> **Directions**:
Each line below that carries the string "карантина" must appear in the answer.

> **Material provided**:

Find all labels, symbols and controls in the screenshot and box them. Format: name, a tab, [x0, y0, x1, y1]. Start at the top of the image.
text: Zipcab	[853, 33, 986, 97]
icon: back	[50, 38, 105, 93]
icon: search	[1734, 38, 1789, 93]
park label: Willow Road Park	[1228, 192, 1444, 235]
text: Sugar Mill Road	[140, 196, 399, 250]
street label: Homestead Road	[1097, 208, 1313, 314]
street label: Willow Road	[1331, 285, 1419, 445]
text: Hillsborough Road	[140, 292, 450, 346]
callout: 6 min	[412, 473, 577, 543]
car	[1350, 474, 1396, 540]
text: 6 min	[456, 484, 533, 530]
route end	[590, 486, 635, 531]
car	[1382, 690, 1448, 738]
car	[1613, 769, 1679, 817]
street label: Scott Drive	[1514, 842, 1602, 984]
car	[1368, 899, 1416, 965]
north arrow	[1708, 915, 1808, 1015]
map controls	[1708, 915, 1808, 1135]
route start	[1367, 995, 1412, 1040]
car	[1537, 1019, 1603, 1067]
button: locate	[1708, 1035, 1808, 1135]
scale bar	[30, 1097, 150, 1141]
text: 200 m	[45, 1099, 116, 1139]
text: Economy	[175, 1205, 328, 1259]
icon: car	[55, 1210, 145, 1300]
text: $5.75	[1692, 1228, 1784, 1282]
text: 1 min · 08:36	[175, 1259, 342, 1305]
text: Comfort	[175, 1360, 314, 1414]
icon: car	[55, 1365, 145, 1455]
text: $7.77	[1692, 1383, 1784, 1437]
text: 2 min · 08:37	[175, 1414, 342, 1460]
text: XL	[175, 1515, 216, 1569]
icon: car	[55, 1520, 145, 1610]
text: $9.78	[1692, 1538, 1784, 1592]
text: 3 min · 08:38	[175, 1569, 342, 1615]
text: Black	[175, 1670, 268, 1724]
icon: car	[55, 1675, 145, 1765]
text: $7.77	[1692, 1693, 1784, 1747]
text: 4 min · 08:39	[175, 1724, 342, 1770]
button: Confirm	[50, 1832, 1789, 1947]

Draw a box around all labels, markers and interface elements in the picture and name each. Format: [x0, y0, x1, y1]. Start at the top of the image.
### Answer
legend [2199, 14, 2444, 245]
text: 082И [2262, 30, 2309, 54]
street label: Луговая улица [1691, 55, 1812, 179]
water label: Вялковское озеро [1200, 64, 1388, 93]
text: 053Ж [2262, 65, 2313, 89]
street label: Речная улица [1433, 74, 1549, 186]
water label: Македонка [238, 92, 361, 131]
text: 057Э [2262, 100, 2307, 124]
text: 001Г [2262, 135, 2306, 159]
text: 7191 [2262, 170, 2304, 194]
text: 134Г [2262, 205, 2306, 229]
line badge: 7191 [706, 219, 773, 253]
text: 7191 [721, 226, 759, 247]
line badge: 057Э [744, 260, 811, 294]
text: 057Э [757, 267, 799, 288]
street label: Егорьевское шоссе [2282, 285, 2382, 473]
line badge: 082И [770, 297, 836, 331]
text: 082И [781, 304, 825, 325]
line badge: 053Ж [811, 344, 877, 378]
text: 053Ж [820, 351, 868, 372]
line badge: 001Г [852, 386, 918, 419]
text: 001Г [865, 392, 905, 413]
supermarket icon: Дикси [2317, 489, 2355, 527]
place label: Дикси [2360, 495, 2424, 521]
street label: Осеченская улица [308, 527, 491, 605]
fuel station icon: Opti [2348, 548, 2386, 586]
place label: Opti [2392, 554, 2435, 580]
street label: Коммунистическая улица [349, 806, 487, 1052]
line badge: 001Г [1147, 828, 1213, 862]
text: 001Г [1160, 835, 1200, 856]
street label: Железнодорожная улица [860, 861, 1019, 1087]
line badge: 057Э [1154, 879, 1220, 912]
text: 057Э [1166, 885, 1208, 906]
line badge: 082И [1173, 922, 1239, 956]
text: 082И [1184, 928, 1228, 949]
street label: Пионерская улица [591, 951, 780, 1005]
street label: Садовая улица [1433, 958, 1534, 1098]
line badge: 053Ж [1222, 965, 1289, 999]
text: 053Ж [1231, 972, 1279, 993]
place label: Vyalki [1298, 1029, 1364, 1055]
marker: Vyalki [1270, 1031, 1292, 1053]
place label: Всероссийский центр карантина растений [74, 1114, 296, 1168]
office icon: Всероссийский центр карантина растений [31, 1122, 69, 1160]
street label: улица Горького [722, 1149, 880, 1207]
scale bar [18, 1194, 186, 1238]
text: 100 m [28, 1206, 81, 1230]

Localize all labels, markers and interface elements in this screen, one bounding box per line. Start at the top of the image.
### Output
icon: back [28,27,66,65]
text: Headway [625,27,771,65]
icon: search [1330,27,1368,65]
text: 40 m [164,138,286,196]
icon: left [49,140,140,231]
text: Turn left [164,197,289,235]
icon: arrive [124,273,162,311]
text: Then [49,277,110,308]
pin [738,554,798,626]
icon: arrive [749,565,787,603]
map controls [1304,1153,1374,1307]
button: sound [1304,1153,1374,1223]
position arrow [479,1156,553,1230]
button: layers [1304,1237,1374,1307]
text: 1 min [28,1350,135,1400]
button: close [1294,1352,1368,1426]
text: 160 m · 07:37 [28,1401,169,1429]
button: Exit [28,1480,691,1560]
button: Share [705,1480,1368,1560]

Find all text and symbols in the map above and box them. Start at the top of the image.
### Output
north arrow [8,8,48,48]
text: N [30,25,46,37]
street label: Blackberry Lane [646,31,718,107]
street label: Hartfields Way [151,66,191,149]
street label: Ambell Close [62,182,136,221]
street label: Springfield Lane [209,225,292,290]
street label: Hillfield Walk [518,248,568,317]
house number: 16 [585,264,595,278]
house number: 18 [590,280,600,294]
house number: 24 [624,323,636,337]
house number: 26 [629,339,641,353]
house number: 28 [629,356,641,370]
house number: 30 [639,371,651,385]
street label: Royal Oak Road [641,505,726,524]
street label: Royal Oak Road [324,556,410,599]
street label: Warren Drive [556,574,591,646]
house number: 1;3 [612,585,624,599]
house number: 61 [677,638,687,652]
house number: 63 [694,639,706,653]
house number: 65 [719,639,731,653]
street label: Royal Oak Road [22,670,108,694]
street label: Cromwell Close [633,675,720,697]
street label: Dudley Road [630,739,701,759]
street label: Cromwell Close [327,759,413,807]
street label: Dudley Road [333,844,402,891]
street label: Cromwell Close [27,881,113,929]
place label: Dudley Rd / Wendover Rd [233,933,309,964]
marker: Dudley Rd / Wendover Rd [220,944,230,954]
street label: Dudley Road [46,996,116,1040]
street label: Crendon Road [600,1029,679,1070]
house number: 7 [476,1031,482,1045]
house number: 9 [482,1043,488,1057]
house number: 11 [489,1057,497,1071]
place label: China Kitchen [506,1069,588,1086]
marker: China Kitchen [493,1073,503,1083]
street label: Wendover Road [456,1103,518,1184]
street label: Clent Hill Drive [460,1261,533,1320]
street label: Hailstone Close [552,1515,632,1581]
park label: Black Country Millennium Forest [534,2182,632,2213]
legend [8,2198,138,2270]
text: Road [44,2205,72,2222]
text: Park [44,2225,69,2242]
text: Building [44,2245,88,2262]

> **Task response**:
place label: Всероссийский центр карантина растений [74, 1114, 296, 1168]
office icon: Всероссийский центр карантина растений [31, 1122, 69, 1160]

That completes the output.